In the Americas, major civilizations were separated from each other by mountains, deserts and jungles.

In Eurasia, major civilizations (in the west, south and east) were all connected by the Eurasian steppe.
 
They would be totally unable to repulse a charge by PIE cavalry or chariots.

Fascinating video, thanks. I think it would be difficult to take a chariot over that terrain but horses would have certainly swung the balance in favour of the PIE fighters. Bronze weaponary might also have helped.

Best wishes
 
If you watch the video, you will see that they fight in very loose formations.

They would be totally unable to repulse a charge by PIE cavalry or chariots.

I don't mean to pile on, as others have thoroughly and thoughtfully debunked this statement. But do you see what I mean when I talk about examples of ubermensch fantasies?

Keep in mind too, that horses alone will not win a battle for the possessor. The armies of the Roman Republic and the early empire largely eschewed cavalry in favor of a strong infantry. They destroyed numerically superior forces -- of cavalry -- again and again, for example, at the Battle of Tigranocerta. Tactics matter.

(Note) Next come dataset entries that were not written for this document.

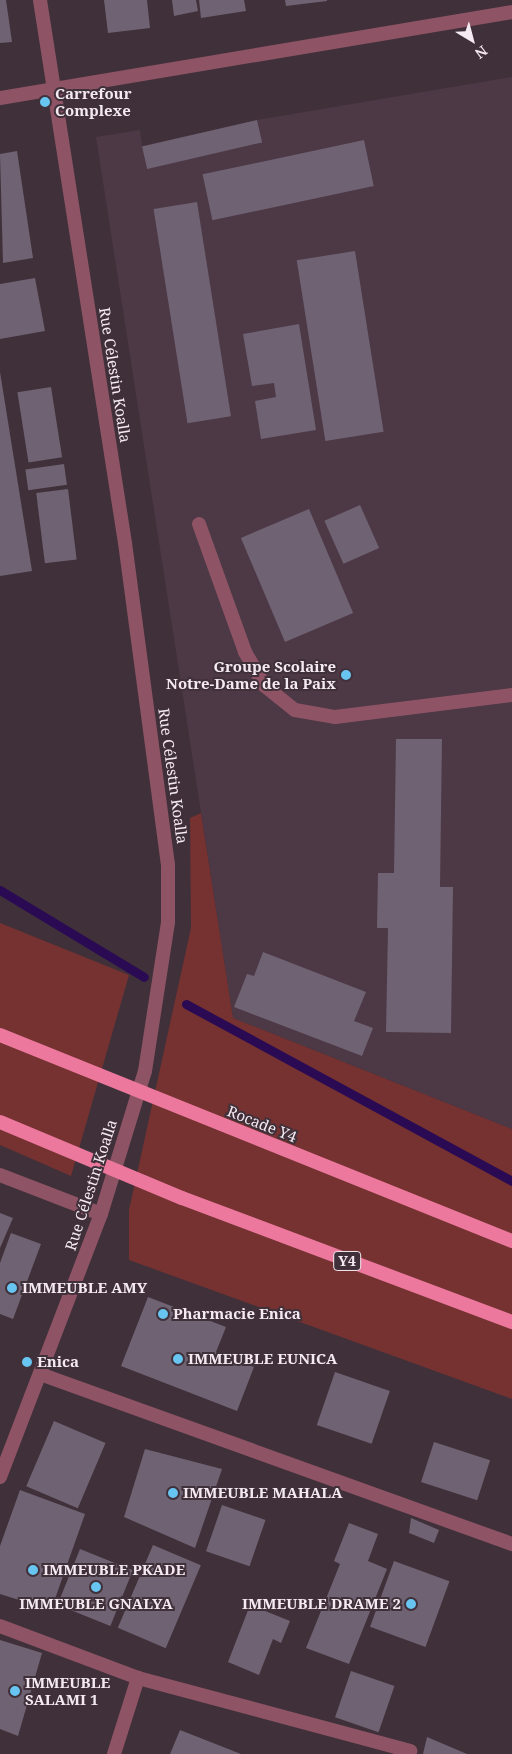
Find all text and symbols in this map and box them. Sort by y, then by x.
north arrow [447,15,497,65]
text: N [471,41,491,63]
place label: Carrefour Complexe [55,84,131,119]
marker: Carrefour Complexe [39,96,51,108]
street label: Rue Célestin Koalla [95,306,135,444]
place label: Groupe Scolaire Notre-Dame de la Paix [166,657,336,692]
marker: Groupe Scolaire Notre-Dame de la Paix [340,669,352,681]
street label: Rue Célestin Koalla [155,707,191,845]
street label: Rocade Y4 [225,1102,299,1146]
street label: Rue Célestin Koalla [61,1117,121,1253]
road number: Y4 [332,1250,362,1272]
place label: IMMEUBLE AMY [22,1279,147,1297]
marker: IMMEUBLE AMY [6,1282,18,1294]
place label: Pharmacie Enica [173,1305,301,1323]
marker: Pharmacie Enica [157,1308,169,1320]
place label: IMMEUBLE EUNICA [188,1350,337,1368]
place label: Enica [37,1353,79,1371]
marker: IMMEUBLE EUNICA [172,1353,184,1365]
marker: Enica [21,1356,33,1368]
place label: IMMEUBLE MAHALA [183,1484,342,1502]
marker: IMMEUBLE MAHALA [167,1487,179,1499]
place label: IMMEUBLE PKADE [43,1561,185,1579]
marker: IMMEUBLE PKADE [27,1564,39,1576]
marker: IMMEUBLE GNALYA [90,1581,102,1593]
place label: IMMEUBLE GNALYA [19,1595,173,1613]
place label: IMMEUBLE DRAME 2 [242,1595,401,1613]
marker: IMMEUBLE DRAME 2 [405,1598,417,1610]
place label: IMMEUBLE SALAMI 1 [25,1673,110,1708]
marker: IMMEUBLE SALAMI 1 [9,1685,21,1697]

Toward the late empire, the army adopted cataphracts into their armies, which paved the way for medieval knights. But for hundreds of years, infantry was king.
 
moore2moore,

others have thoroughly and thoughtfully debunked this statement
Where ???

Keep in mind too, that horses alone will not win a battle for the possessor.

You are wrong, they will.

the armies of the Roman Republic and the early empire largely eschewed cavalry in favor of a strong infantry.

After the catastrophic defeat at Carrhae the Romans started increasing the cavalry component, though:

https://en.wikipedia.org/wiki/Battle_of_Carrhae

By the way - Neolithic people had no such a thing as "strong infantry" (by which you mean heavy infantry).

for example, at the Battle of Tigranocerta.

At Tigranocerta it was cavalry vs. cavalry. Thracian and Gallic cavalry in Roman service defeated Armenian cataphracts.

Here is the description of that clash:

"(...) But when he [Lucullus] saw that the mail-clad horsemen, on whom the greatest reliance was placed, were stationed at the foot of a considerable hill which was crowned by a broad and level space, and that the approach to this was a matter of only four stadia, and neither rough nor steep, he ordered his Thracian and Gallic horsemen to attack the enemy in the flank, and to parry their long spears with their own short swords. (Now the sole resource of the mail-clad horsemen is their long spear, and they have none other whatsoever, either in defending themselves or attacking their enemies, owing to the weight and rigidity of their armour; in this they are, as it were, immured). (...)"

Roman infantry also took part, but the decisive role in defeating cataphracts was played by Thracian-Gallic horsemen.

Toward the late empire, the army adopted cataphracts into their armies

The Romans did not invent cataphracts, though - they copied this formation from their eastern neighbours.

Ultimately, cataphracts - heavily-armoured horsemen with long lances and / or bows - originated in the Steppe.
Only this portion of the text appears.